First Day Handout for MAT 224
Instructor Name: Mr. JohnsOffice Number: BE5108
Phone: (206) 587-6991Email:
Prereqs:
1) passed MAT 126 with at least a 2.0; no concurrent enrollment in MAT 126
2) working knowledge of Maple OR concurrent enrollment in CSC 102Q
(if you do not pass CSC 102Q, you will be dropped from this class)
Class Web Page:
You need to go to this web site and print out a syllabus. The class schedule of homework and assessment is updated daily on the web site.

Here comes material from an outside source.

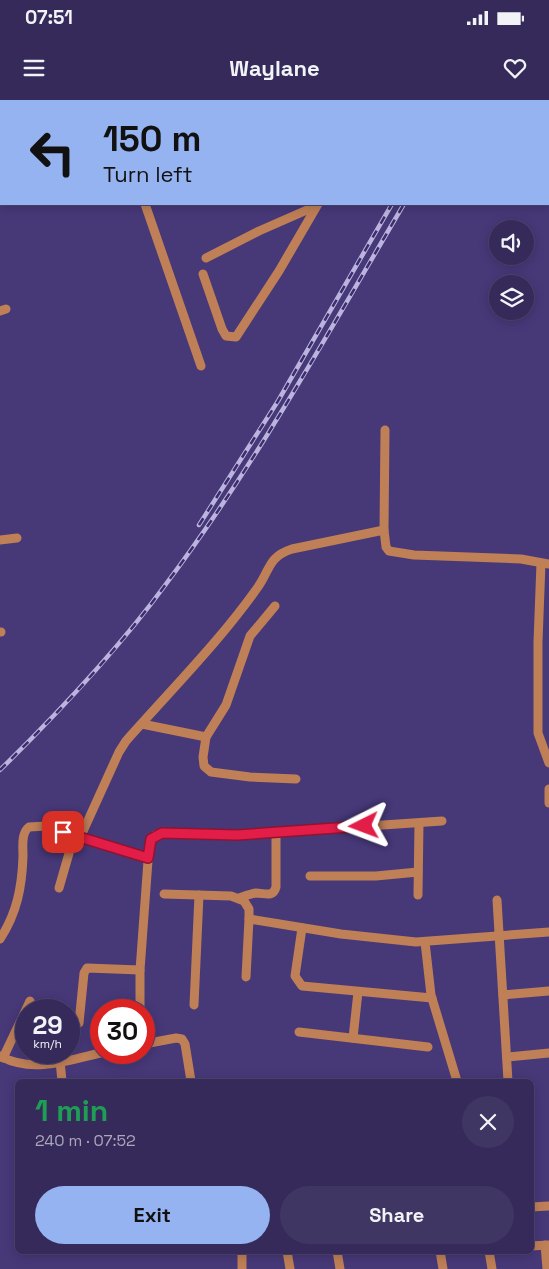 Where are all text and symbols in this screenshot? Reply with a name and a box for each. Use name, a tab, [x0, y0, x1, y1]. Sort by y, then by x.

Book: “Calculus: Multivariable” 4th edition by McCallum, Hughes-Hallett, Gleason, et.al (Wiley Publishing). You will need to bring the book everyday.
Assignments: You have two kinds to do tonight:
1) You have a Reading Assignment: Syllabus
Sections 13.1 and 13.2
Please read these before you come to class, even if they confuse you. Have your questions ready for tomorrow.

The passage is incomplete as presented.